El ex ANBU suspiró, Sasuke no dijo nada más, no hizo otro comentario, cuando se enteró de que su sensei iría con él, ni siquiera intentó negarse o rechazar su compañía. Le tenía cierto respeto, quizás un poco de agradecimiento por instruirlo, por enseñarle técnicas interesantes, porque después de todo, parecía comprenderlo mejor que ningún otro en la Aldea, Sasuke valoraba su compañía, y posiblemente, en el fondo, tenía miedo de ir solo y presentarse ante Orochimaru. El Uchiha no era más que un niño, aunque tratara de ocultarlo.
¿Por qué no había tratado de detenerlo?, porque los seguían, y muy de cerca, y Sasuke terminaría de llegar, con o sin él. No estaba seguro de quien era, pero la estrategia era obvia, aparecería apenas él tratara de persuadir a su alumno de volver, un nuevo combate como distracción para que Sasuke siguiera su camino, le perdería la pista y no lo volvería a ver, no dentro de años, y en caso de que siguiera siendo él y no Orochimaru en su cuerpo. No, no podía arriesgarse, lo mejor, lo único que podía hacer era seguirlo. Y llegado el momento, intentar salir los dos con vida...

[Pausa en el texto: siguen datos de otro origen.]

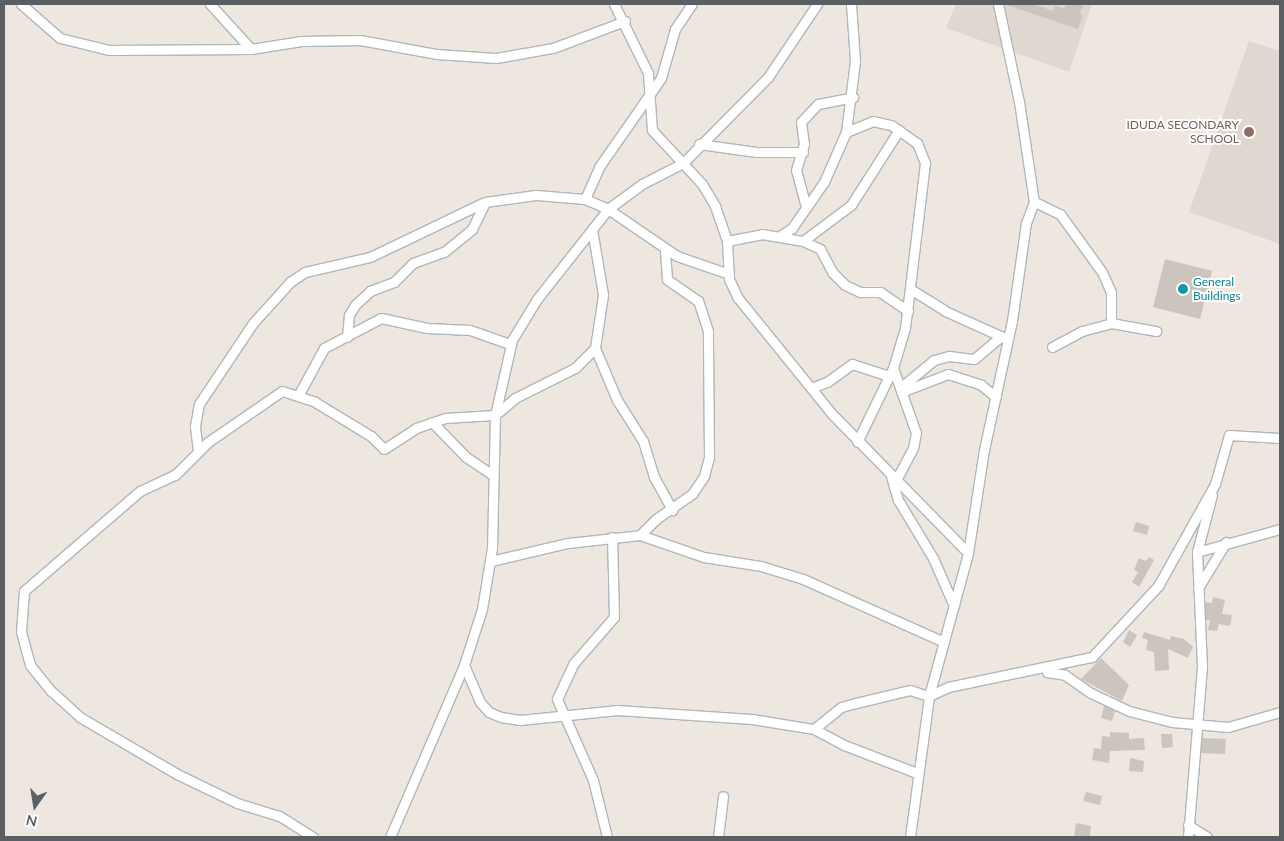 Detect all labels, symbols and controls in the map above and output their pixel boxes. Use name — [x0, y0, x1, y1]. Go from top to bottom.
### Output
place label: IDUDA SECONDARY SCHOOL — [1126, 118, 1239, 146]
marker: IDUDA SECONDARY SCHOOL — [1243, 126, 1255, 138]
place label: General Buildings — [1193, 275, 1241, 303]
marker: General Buildings — [1177, 283, 1189, 295]
north arrow — [10, 781, 60, 831]
text: N — [24, 812, 39, 831]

Resultó que quien los seguía era Kabuto, que apareció unos minutos después, se le veía extasiado, con una sonrisa asquerosa y prepotente, como quien ha obtenido dos regalos en lugar de uno. No podía subestimarlo, tenía habilidades que iban más allá de lo médico, habilidades especiales para desarmar e inhabilitar por completo a su oponente, era mucho más de lo que parecía a primera vista, Kakashi había aprendido la lección. Lo mejor era estudiarlo detenidamente, aprender sus habilidades, tratar de encontrar un punto débil y aprovecharlo.
-A Orochimaru-sama le alegrará ver que Sasuke-kun no viene solo – comentó acomodando sus lentes.
-Dudo que le importe algo que no sea Sasuke.
-Orochimaru-sama valora a los ninjas talentosos.
-Estoy seguro de que sí – siguió caminando, consciente de que Kabuto distribuía su atención entre el ex ANBU y el Uchiha, seguro de que en su mente creaba cientos de escenarios distintos, intentaba adelantarse a cualquier situación. No esperaba esa rendición por parte de ambos, vigilaba con especial interés a Kakashi, cada movimiento, el de sus manos, averiguar qué tan armando estaba, pero su principal defensa y ataque estaba en ese ojo que permanecía cubierto por la máscara.
-¿Cuánto tiempo piensas quedarte con nosotros, Kakashi?, si tu plan es acompañar a Sasuke-kun, yo te puedo asegurar que...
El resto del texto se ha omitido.